Da molti anni desideravo scrivere dei Finzi-Contini – di Micòl e di Alberto, del professor Ermanno e della signora Olga – e di quanti altri abitavano o come me frequentavano la casa di corso Ercole I d’Este, a Ferrara, poco prima che scoppiasse l’ultima guerra. Ma l’impulso, la spinta a farlo veramente, li ebbi soltanto un anno fa, una domenica d’aprile del 1957.

Una lacuna che dovevo colmare. Non credevo, francamente, che potesse colmarmi a sua volta di tanta bellezza.

Dunque.
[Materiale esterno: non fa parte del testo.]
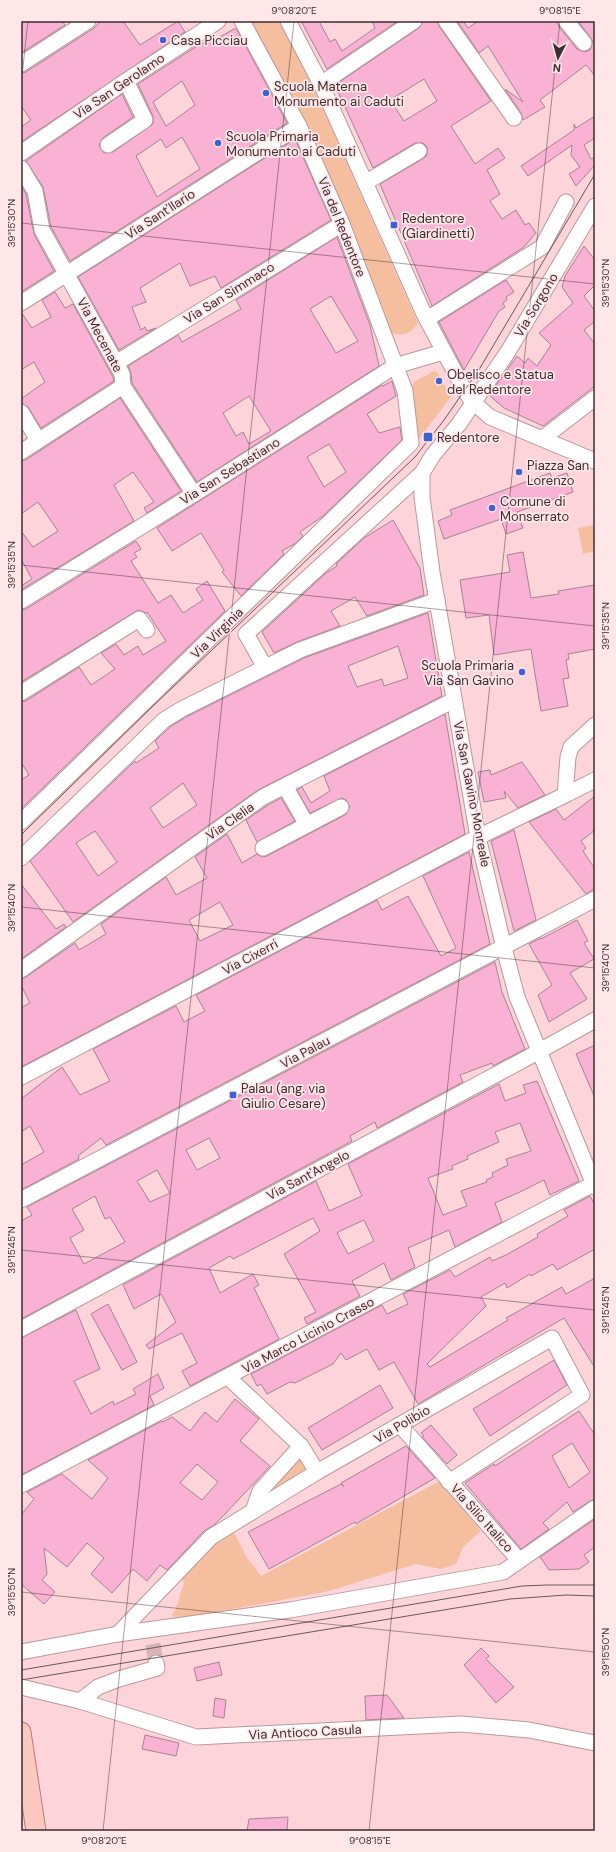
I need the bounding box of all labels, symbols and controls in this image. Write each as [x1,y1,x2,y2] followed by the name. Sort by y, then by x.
[271,4,317,17] text: 9°08'20"E
[539,4,581,17] text: 9°08'15"E
[171,32,248,49] place label: Casa Picciau
[158,35,168,45] marker: Casa Picciau
[538,38,578,78] north arrow
[70,49,168,123] street label: Via San Gerolamo
[552,61,562,75] text: N
[274,78,404,110] place label: Scuola Materna Monumento ai Caduti
[261,88,271,98] marker: Scuola Materna Monumento ai Caduti
[226,128,356,160] place label: Scuola Primaria Monumento ai Caduti
[213,138,223,148] marker: Scuola Primaria Monumento ai Caduti
[314,174,370,280] street label: Via del Redentore
[122,185,199,243] street label: Via Sant'Ilario
[5,199,18,247] text: 39°15'30"N
[402,210,475,242] place label: Redentore (Giardinetti)
[389,220,399,230] marker: Redentore (Giardinetti)
[180,258,278,328] street label: Via San Simmaco
[599,259,612,307] text: 39°15'30"N
[510,269,562,340] street label: Via Sorgono
[73,295,127,375] street label: Via Mecenate
[447,366,554,398] place label: Obelisco e Statua del Redentore
[434,376,444,386] marker: Obelisco e Statua del Redentore
[437,429,499,446] place label: Redentore
[422,431,434,443] marker: Redentore
[177,433,283,509] street label: Via San Sebastiano
[527,457,589,489] place label: Piazza San Lorenzo
[514,467,524,477] marker: Piazza San Lorenzo
[500,493,569,525] place label: Comune di Monserrato
[487,503,497,513] marker: Comune di Monserrato
[5,541,18,589] text: 39°15'35"N
[599,602,612,650] text: 39°15'35"N
[187,604,247,662] street label: Via Virginia
[421,657,514,689] place label: Scuola Primaria Via San Gavino
[517,667,527,677] marker: Scuola Primaria Via San Gavino
[449,719,495,869] street label: Via San Gavino Monreale
[203,798,257,844] street label: Via Clelia
[5,884,18,932] text: 39°15'40"N
[219,935,281,979] street label: Via Cixerri
[599,944,612,992] text: 39°15'40"N
[277,1032,333,1072] street label: Via Palau
[241,1080,326,1112] place label: Palau (ang. via Giulio Cesare)
[228,1090,238,1100] marker: Palau (ang. via Giulio Cesare)
[263,1146,353,1204] street label: Via Sant'Angelo
[5,1226,18,1274] text: 39°15'45"N
[599,1286,612,1334] text: 39°15'45"N
[239,1293,377,1377] street label: Via Marco Licinio Crasso
[371,1401,433,1447] street label: Via Polibio
[447,1480,517,1556] street label: Via Silio Italico
[5,1568,18,1616] text: 39°15'50"N
[599,1628,612,1676] text: 39°15'50"N
[248,1721,362,1743] street label: Via Antioco Casula
[81,1834,127,1847] text: 9°08'20"E
[349,1834,391,1847] text: 9°08'15"E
Secondo me il miracolo di Bassani in questo romanzo è aver saputo imbastire un melò misurato, palpitante ma credibile, calligrafico fino al dettaglio e perciò umano, immergendolo nella Storia e nell’imminenza della tragedia. Di Storia e tragedia parlarci, quindi, ma da una prospettiva antiretorica, letteraria, capace di arrivare al cuore senza filtri ideologici e con tutte le impurità di una narrazione che non prende posizione ma te lo chiede con la pura forza – appunto – del narrare.

«Si capisce», rispose. «I morti da poco sono più vicini a noi, e appunto per questo gli vogliamo più bene. Gli etruschi, vedi, è tanto tempo che sono morti» – e di nuovo stava raccontando una favola –, «che è come se non siano mai vissuti, come se siano sempre stati morti».
[…] toccò a Giannina impartire la sua lezione.
«Però adesso che dici così», proferì dolcemente, «mi fai pensare che anche gli etruschi sono vissuti, invece, e voglio bene anche a loro come a tutti gli altri».

La cornice di prologo ed epilogo sono le colonne dell’architrave, la cui sommità è il realismo prima che la storicizzazione, la disponibilità della memoria a farsi affresco, pur concentrandosi nello spazio intimo, quasi raccolto, del tormento esistenziale e sentimentale del protagonista. Le vicende della fine degli anni Trenta (le leggi razziali, i venti di guerra) permeano il vissuto, sono una perturbazione della normalità che non la rendono meno normale, salvo portare a lacerazioni improvvise nel tessuto delle consuetudini, soffocando progressivamente (persino fisicamente) l’orizzonte delle aspettative e rendendo infine evidente lo scivolare nella catastrofe. Tutto è perduto, quindi niente è perduto: la frase di Stendhal inoltrata alla bella, brillante e indipendente Micòl nel disperato tentativo di ricucire un amore mai realmente sbocciato, è il monito che pervade il libro in ogni sua pagina. Non c’è scampo dalla memoria. No, non c’è scampo. E dimenticare può essere – è – una specie di condanna.

Era il ‘nostro’ vizio questo: d’andare avanti con le teste sempre voltate all’indietro.